■ DATA
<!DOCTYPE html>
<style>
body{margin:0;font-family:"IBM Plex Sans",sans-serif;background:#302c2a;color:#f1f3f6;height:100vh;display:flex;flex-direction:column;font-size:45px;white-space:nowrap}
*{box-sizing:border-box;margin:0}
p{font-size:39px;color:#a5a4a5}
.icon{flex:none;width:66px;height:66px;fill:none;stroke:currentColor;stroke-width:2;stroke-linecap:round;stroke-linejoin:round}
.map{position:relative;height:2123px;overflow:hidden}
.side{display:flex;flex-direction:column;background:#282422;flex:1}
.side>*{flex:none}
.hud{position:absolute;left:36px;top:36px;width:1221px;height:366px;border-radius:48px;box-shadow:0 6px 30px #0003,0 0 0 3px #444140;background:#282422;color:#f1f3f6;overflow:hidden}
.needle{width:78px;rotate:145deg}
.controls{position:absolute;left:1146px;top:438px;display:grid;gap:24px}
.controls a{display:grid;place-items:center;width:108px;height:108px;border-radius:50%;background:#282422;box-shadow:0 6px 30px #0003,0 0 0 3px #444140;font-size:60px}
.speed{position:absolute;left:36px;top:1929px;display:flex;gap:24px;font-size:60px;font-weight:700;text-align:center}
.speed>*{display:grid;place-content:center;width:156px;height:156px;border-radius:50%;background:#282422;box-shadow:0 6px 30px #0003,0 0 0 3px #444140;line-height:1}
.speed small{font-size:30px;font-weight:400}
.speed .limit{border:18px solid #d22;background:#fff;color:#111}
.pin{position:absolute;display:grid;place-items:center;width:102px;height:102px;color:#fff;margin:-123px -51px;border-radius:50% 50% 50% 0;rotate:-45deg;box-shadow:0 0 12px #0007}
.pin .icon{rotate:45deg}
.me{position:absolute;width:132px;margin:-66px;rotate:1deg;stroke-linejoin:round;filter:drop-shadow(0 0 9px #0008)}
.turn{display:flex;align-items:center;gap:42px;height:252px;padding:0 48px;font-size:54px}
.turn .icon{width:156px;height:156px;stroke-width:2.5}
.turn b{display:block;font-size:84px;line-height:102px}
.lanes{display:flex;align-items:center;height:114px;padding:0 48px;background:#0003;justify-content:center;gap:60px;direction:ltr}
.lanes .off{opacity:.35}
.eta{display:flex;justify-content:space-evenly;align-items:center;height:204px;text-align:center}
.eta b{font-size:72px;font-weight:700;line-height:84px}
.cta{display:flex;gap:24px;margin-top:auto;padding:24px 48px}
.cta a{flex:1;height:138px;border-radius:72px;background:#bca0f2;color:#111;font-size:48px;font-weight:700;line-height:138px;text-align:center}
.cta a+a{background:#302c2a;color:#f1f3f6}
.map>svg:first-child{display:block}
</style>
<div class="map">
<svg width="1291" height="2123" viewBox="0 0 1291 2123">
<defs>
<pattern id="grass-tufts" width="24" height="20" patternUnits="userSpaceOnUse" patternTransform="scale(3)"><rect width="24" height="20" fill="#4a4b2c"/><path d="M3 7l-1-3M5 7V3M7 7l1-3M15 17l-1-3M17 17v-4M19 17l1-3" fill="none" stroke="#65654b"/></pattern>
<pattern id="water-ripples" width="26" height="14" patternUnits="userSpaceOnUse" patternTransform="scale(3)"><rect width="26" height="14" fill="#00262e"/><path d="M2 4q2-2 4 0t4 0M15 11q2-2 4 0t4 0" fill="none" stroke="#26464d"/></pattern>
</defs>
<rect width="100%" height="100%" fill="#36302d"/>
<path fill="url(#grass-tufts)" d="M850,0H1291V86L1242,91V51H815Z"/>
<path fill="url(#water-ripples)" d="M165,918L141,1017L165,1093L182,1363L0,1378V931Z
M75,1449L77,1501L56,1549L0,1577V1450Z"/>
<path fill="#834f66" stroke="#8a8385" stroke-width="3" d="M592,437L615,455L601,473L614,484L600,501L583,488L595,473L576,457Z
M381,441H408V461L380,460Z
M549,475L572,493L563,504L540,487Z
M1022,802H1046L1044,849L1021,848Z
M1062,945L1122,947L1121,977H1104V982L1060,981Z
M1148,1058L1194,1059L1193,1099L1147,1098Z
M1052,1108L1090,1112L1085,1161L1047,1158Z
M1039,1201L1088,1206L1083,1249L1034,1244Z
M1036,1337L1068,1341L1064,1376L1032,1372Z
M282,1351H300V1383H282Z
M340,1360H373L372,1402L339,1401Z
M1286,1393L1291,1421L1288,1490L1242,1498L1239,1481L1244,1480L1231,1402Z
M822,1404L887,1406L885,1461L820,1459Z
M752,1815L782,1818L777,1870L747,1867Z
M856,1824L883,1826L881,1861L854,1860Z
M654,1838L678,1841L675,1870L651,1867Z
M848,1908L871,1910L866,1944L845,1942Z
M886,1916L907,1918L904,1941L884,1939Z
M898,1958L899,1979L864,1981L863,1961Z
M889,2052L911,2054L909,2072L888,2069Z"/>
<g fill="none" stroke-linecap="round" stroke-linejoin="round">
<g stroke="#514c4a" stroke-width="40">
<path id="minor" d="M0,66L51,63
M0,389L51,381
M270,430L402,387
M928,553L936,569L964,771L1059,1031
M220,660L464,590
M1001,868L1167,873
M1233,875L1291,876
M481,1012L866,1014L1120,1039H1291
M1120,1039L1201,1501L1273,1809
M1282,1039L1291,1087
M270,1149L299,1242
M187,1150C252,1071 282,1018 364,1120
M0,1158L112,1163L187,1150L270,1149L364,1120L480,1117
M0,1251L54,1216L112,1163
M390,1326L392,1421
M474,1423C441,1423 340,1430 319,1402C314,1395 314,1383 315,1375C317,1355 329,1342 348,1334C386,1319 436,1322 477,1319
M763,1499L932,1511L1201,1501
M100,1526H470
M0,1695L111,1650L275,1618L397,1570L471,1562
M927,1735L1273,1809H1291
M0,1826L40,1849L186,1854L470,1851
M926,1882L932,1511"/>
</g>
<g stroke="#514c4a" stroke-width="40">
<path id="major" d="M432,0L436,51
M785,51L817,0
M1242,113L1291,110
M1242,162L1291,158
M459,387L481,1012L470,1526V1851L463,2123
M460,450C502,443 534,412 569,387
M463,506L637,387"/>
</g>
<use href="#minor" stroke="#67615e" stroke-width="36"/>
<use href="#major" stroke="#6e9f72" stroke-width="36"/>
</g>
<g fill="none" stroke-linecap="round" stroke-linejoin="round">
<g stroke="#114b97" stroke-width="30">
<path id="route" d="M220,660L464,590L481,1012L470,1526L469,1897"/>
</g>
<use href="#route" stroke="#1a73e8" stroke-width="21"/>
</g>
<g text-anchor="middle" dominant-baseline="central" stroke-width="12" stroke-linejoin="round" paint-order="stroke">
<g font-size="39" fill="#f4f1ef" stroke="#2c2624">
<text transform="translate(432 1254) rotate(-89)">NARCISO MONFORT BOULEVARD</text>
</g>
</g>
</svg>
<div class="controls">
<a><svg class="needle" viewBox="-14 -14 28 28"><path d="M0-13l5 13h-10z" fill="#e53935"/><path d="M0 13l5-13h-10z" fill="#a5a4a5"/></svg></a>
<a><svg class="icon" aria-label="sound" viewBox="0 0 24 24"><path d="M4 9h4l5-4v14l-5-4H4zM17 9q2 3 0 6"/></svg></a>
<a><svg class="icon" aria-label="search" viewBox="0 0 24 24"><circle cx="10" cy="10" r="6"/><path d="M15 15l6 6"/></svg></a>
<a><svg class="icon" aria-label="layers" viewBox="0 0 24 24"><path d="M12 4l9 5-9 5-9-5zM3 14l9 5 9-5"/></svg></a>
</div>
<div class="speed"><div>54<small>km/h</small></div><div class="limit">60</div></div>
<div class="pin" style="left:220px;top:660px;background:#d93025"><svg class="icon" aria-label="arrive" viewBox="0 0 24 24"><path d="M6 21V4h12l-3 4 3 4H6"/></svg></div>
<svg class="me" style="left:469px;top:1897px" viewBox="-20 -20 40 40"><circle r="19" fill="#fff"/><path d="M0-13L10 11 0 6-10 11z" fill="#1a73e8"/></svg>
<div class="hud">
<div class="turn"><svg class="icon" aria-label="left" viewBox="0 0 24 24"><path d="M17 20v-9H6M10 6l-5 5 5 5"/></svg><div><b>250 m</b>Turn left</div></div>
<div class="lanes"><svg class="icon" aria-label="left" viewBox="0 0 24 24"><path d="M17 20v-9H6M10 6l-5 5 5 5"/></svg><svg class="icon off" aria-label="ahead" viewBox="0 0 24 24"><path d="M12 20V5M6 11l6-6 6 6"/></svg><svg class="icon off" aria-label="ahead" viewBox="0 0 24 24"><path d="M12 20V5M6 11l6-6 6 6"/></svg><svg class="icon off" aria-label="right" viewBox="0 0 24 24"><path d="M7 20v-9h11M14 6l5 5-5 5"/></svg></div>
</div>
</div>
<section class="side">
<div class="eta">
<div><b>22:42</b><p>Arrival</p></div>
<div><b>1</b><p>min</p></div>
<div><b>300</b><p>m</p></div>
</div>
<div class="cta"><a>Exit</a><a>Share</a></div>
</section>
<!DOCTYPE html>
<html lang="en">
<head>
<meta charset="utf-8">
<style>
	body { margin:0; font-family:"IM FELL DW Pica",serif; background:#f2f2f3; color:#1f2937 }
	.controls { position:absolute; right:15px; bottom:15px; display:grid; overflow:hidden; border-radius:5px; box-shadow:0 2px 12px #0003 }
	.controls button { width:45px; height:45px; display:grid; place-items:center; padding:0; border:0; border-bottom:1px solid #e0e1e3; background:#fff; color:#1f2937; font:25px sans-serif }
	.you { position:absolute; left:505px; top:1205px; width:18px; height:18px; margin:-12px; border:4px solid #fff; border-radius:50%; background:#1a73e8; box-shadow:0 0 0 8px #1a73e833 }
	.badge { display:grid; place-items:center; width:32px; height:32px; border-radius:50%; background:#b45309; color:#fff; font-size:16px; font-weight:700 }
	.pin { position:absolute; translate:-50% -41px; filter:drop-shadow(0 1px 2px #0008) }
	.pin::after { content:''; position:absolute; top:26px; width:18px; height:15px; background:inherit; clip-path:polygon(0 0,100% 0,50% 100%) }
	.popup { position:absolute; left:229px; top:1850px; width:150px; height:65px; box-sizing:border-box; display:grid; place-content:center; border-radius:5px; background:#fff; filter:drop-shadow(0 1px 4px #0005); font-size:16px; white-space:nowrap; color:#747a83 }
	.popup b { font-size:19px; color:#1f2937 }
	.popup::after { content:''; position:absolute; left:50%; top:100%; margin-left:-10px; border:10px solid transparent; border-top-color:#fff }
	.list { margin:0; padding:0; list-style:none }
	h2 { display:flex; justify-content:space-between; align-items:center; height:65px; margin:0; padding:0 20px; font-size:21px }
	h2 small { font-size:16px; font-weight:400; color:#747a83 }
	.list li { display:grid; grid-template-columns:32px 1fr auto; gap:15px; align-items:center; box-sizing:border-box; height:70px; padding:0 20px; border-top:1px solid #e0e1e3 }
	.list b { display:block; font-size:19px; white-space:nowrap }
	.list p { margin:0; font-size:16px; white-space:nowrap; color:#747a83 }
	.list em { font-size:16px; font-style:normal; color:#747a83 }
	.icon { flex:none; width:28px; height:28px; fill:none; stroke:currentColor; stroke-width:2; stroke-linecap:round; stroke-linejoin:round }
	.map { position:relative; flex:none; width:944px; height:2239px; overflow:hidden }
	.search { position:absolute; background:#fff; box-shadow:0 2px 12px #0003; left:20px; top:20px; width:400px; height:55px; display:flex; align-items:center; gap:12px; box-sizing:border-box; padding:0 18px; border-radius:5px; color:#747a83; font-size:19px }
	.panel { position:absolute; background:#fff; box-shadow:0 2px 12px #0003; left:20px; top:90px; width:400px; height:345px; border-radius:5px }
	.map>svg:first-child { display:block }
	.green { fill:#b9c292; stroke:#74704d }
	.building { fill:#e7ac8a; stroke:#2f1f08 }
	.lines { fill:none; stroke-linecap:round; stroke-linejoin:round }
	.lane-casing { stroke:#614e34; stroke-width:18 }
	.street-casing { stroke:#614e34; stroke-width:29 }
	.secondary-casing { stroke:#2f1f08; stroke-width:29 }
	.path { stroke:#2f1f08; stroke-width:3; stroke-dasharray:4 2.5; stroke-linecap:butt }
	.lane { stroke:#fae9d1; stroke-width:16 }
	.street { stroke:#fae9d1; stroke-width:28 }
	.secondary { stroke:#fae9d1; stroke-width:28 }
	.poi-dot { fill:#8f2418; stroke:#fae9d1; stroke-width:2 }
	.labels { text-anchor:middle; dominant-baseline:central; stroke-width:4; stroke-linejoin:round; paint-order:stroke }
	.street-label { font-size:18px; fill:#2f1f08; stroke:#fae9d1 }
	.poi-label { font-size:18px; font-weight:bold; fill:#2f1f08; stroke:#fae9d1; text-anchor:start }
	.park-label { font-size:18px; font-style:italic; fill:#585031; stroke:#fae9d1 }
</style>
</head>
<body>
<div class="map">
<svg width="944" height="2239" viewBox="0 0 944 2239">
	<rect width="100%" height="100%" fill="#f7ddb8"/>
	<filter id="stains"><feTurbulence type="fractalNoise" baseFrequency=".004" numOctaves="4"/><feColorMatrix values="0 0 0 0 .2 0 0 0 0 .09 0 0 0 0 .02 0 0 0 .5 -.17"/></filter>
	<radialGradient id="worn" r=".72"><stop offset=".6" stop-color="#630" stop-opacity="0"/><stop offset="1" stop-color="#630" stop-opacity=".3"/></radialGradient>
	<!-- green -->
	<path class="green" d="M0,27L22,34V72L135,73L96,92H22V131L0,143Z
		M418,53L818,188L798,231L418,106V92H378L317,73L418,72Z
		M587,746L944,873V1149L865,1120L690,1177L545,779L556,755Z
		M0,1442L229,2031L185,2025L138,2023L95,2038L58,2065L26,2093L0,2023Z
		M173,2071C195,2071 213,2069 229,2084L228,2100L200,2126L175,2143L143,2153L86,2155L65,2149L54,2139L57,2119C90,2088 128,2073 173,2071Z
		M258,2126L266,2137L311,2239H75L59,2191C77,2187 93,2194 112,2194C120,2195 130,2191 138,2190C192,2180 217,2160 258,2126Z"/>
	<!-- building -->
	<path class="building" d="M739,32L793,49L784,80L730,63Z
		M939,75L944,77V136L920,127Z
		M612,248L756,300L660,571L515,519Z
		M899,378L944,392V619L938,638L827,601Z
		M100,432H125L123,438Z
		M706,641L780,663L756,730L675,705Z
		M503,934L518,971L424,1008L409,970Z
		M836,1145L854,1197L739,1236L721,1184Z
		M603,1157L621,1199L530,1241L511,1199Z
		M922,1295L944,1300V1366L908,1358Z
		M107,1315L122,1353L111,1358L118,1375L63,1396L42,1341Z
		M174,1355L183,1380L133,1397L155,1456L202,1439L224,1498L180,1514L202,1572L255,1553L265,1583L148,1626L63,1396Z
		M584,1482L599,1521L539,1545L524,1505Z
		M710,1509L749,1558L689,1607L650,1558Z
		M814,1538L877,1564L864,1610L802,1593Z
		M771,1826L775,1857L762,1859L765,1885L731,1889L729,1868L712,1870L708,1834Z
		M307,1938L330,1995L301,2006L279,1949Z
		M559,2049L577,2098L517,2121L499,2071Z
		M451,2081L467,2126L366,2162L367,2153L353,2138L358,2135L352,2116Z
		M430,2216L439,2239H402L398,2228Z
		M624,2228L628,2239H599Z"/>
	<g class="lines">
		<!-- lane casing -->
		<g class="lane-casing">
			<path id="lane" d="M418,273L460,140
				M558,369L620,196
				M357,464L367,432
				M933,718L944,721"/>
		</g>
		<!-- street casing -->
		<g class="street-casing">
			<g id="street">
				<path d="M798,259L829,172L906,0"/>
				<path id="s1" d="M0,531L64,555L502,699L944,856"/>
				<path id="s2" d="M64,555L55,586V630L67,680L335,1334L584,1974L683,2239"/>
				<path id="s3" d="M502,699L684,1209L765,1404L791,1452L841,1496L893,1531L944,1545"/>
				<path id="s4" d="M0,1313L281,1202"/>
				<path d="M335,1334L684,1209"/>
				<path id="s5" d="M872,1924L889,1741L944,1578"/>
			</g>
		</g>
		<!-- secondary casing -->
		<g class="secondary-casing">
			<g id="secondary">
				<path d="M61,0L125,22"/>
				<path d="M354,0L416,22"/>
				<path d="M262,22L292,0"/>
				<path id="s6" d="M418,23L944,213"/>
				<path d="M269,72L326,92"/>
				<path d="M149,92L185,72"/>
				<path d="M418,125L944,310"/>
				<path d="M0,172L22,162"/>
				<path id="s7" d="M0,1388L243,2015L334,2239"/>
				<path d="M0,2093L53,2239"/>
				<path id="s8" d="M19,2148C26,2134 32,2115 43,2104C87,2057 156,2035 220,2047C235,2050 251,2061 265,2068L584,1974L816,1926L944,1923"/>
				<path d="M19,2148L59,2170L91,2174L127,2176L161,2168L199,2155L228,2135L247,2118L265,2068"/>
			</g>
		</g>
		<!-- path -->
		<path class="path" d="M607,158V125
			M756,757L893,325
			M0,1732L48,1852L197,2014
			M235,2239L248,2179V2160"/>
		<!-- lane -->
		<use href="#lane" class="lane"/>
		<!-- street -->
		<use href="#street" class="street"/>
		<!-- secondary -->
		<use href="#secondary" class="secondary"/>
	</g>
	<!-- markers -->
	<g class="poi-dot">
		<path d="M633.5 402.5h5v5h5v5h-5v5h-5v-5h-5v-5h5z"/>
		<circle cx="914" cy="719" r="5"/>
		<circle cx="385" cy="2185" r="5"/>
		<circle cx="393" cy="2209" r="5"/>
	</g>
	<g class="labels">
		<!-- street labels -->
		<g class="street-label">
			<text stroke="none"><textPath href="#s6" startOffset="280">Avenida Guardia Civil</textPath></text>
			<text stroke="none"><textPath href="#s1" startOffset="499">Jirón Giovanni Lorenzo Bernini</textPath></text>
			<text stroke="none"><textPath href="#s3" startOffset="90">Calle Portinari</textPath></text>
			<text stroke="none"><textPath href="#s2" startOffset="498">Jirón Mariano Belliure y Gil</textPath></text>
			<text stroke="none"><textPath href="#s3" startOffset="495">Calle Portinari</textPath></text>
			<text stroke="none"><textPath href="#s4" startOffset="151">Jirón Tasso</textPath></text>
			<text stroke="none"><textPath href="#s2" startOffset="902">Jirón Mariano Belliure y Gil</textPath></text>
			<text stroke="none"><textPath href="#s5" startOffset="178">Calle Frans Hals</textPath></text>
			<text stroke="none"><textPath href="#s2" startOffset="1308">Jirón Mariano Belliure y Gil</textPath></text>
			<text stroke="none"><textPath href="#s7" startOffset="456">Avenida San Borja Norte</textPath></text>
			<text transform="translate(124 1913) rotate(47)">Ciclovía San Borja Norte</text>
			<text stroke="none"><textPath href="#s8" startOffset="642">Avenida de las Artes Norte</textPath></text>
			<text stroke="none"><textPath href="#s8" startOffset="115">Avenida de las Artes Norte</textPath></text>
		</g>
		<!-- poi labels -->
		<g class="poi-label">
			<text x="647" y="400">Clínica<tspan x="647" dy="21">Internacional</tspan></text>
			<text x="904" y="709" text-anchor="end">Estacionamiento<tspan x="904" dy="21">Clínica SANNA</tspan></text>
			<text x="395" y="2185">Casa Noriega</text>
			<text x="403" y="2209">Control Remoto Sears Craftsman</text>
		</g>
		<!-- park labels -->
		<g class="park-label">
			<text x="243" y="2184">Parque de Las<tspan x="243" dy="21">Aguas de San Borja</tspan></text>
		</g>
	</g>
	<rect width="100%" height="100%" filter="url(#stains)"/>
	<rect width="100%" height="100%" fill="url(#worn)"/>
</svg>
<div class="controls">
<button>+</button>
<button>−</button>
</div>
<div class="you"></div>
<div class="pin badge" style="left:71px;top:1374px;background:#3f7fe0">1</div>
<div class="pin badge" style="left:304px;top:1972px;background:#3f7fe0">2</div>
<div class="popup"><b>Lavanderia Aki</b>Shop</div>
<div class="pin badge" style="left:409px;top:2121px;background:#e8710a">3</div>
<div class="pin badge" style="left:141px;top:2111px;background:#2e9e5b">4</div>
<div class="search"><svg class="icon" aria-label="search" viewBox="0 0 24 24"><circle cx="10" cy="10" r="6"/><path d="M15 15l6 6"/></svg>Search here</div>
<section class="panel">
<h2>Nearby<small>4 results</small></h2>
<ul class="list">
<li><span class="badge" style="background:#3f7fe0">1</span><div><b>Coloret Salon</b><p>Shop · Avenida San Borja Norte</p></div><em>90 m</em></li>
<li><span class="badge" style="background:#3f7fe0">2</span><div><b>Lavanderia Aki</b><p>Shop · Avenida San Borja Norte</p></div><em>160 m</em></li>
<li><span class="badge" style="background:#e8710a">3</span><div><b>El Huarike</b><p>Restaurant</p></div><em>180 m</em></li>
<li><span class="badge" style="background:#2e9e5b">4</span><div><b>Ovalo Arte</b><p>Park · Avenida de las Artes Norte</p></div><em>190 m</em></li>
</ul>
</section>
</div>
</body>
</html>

■ YOUR TASK
Filter the records above and return every line that holds the word "bottom".

■ EXERCISE SOLUTION
	.controls { position:absolute; right:15px; bottom:15px; display:grid; overflow:hidden; border-radius:5px; box-shadow:0 2px 12px #0003 }
	.controls button { width:45px; height:45px; display:grid; place-items:center; padding:0; border:0; border-bottom:1px solid #e0e1e3; background:#fff; color:#1f2937; font:25px sans-serif }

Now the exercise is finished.